-- RECORDS SHOWN follows --

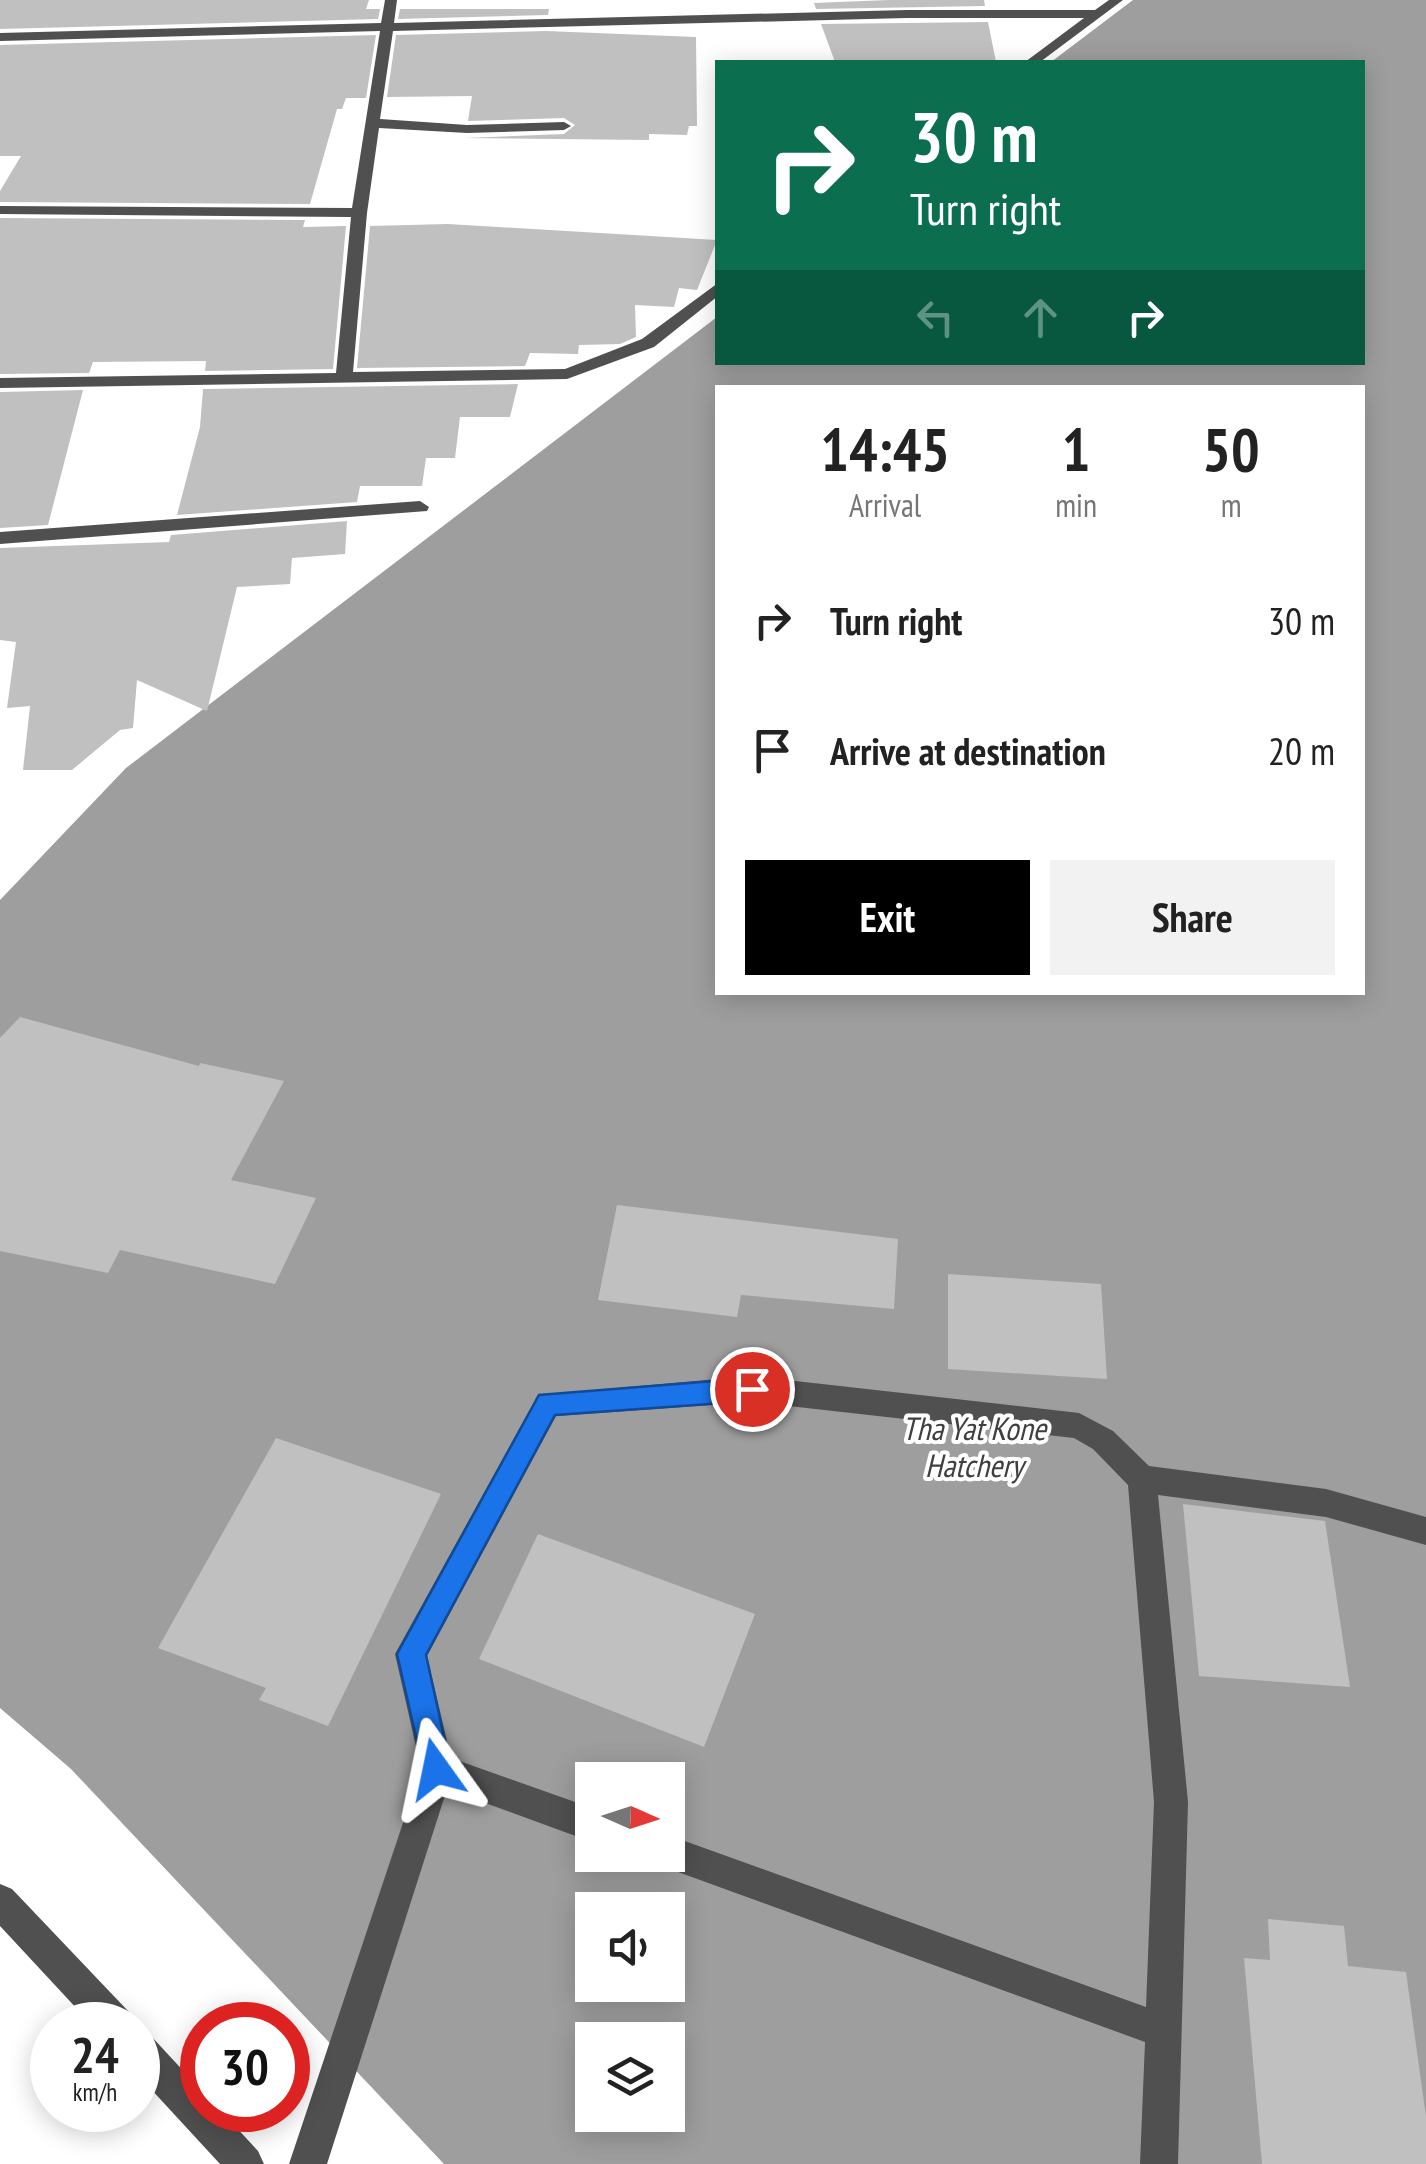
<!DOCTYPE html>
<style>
:root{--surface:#fff;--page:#f2f2f2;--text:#222;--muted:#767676;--accent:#000}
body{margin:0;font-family:"PT Sans Narrow",sans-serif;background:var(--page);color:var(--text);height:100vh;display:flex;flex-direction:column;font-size:38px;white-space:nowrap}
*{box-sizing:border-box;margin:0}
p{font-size:32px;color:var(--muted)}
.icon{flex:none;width:55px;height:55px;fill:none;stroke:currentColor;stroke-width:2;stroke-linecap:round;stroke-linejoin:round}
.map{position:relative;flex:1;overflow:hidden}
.details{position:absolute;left:715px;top:385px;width:650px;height:610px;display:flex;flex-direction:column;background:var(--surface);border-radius:0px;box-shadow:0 5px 25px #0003}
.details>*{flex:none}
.banner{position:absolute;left:715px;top:60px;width:650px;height:305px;border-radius:0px;box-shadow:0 5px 25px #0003;background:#0b6e4f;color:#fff;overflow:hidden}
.needle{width:65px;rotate:93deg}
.controls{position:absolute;left:575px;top:1762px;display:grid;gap:20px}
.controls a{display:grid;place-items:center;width:110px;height:110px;border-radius:0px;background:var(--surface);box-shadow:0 5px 25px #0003;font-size:50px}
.speed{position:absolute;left:30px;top:2002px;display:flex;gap:20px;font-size:50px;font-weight:700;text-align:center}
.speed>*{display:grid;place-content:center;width:130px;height:130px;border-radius:50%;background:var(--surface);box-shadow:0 5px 25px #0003;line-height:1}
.speed small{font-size:25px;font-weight:400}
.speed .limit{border:15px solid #d22;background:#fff;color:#111}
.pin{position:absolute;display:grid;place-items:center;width:85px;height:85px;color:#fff;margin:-42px;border:5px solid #fff;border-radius:50%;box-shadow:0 2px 10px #0007}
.me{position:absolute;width:110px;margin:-55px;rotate:348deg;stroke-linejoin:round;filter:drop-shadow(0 0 8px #0008)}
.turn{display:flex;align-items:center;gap:35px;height:210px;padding:0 30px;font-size:45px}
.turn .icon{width:130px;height:130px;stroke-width:2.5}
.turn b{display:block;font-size:70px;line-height:85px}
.lanes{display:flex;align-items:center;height:95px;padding:0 30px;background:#0003;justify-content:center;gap:50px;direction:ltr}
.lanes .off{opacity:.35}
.eta{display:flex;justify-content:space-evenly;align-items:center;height:170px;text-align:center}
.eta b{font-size:60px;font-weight:800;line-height:70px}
.cta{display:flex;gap:20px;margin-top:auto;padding:20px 30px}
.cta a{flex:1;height:115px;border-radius:0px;background:var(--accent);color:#fff;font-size:40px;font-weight:800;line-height:115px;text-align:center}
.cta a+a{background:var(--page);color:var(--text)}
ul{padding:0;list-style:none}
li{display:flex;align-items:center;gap:30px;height:130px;padding:0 30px}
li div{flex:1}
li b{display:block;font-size:38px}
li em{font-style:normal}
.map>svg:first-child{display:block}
</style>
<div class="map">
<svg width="1426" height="2164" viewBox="0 0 1426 2164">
<rect width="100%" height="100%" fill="#fff"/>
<path fill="#9e9e9e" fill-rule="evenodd" d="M1133,0H1426V2164H444L71,1769L0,1708V900L126,768L717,317L718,362H1362V62H1051ZM718,388H1362V992H718ZM592,1780H668V1855H592ZM592,1910H668V1985H592ZM592,2040H668V2115H592Z"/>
<path fill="#c0c0c0" d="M0,0H369L366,9H380L378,19L0,29Z
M889,0H984L985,6L816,9L814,3Z
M400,9H549L548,15L398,19Z
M988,22L996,62H835L821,24Z
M546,31L696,37L697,126H689L687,135L649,134V140L464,138L564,134L575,125L564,118L468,121L472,96L387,97L396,35Z
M376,35L366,98H346L342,109H337L310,204L0,202V191L21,156H0V45Z
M0,218L305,220L303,227L346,226L333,369L205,371L206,361L93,362L89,373L0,374Z
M448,224L717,240L697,290L679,288L674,307L635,305L636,337L620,344L579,345L578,354L530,353L525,366L357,368L370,226Z
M518,384L510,417H460L455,458H426L422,486H360L357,502L177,515L200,427L203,389Z
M83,390L48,525L0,528V392Z
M347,521L345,554L292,558L290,584L237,587L207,711L137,680L133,728L120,730L72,770H23L30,706L7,708L16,642L0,640V548L169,542L171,535Z
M20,1017L199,1066L200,1063L284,1081L231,1180L316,1198L275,1284L120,1250L108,1273L0,1251V1038Z
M617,1205L898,1239L894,1309L741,1295L737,1317L598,1300Z
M948,1274L1101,1284L1107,1379L948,1369Z
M276,1438L441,1494L328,1726L259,1700L266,1688L158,1648Z
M1183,1504L1325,1521L1350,1687L1199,1676Z
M538,1534L755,1614L704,1747L479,1659Z
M1268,1919L1344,1926L1348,1966L1406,1972L1426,2117V2164H1262L1244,1958L1270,1960Z"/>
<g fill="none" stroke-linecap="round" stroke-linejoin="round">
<path fill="#505050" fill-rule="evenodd" d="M385,0H397L394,23L907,10H1095L1109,0H1123L1040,62H1025L1084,18H907L393,31L380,119L467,125L564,122L571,126L564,130L467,133L379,128L367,213L353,372L565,369L642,339L718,283V296L654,347L567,379L0,388V378L336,373L351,217L0,214V206L352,208L380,31L0,41V33L381,23Z
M420,501L429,507L427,511L0,544V532Z
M752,1376L1079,1413L1113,1431L1149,1466L1326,1489L1426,1517V1545L1326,1517L1158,1495L1188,1802L1178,2164H1140L1145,2042L656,1864L652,1855H668V1835L1146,2007L1154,1802L1128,1485L1093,1449L1074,1438L752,1402L556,1416L427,1656L451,1758L592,1808V1842L447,1789L327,2164H289L421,1769L395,1654L538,1395Z
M0,1884L12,1889L129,2012L134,2025H92L0,1926Z
M138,2031L151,2036L202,2091V2110H220L258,2151L264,2164H220L138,2075Z"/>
</g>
<path fill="#1a73e8" stroke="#114b97" stroke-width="2.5" d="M752,1378L761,1381L765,1389L761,1397L752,1401L555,1415L426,1655L451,1769L447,1780L436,1784L426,1780L397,1654L539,1395Z"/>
<g text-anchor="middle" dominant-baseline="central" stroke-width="8" stroke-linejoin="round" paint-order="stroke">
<g font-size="32" font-style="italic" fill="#3f3f3f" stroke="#fff">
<text x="974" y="1428">Tha Yat Kone<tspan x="974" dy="37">Hatchery</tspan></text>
</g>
</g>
</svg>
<div class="controls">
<a><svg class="needle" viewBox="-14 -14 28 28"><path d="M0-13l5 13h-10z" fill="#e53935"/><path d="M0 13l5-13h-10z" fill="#767676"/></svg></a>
<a><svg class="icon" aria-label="sound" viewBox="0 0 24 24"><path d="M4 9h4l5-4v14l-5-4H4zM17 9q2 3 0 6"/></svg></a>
<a><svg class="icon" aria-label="layers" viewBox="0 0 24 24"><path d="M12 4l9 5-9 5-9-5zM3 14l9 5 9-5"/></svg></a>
</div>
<div class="speed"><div>24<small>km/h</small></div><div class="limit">30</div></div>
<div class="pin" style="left:752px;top:1389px;background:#d93025"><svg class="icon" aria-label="arrive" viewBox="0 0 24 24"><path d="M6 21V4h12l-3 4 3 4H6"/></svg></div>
<svg class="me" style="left:436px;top:1769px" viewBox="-20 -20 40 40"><path d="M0-17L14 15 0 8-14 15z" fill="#1a73e8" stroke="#fff" stroke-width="4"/></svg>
<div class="banner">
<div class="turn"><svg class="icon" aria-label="right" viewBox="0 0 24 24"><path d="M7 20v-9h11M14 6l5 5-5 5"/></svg><div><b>30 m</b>Turn right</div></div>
<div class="lanes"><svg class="icon off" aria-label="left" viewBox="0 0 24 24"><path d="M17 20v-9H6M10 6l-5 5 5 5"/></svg><svg class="icon off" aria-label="ahead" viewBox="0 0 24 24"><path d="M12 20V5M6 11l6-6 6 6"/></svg><svg class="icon" aria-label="right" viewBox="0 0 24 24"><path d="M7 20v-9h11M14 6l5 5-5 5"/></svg></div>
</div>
<section class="details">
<div class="eta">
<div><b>14:45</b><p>Arrival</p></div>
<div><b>1</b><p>min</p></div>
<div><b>50</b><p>m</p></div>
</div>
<ul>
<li><svg class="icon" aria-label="right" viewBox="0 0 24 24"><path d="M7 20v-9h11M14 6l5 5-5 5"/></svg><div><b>Turn right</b></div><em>30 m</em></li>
<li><svg class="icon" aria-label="arrive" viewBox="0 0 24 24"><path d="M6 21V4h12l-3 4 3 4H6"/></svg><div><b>Arrive at destination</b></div><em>20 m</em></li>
</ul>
<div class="cta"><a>Exit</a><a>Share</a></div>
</section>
</div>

-- RECORDS SHOWN concluded --

REQUIRED ACTION: Count each line of the material that includes the string "space", then give only the total.

ANSWER TO THE PROBLEM: 2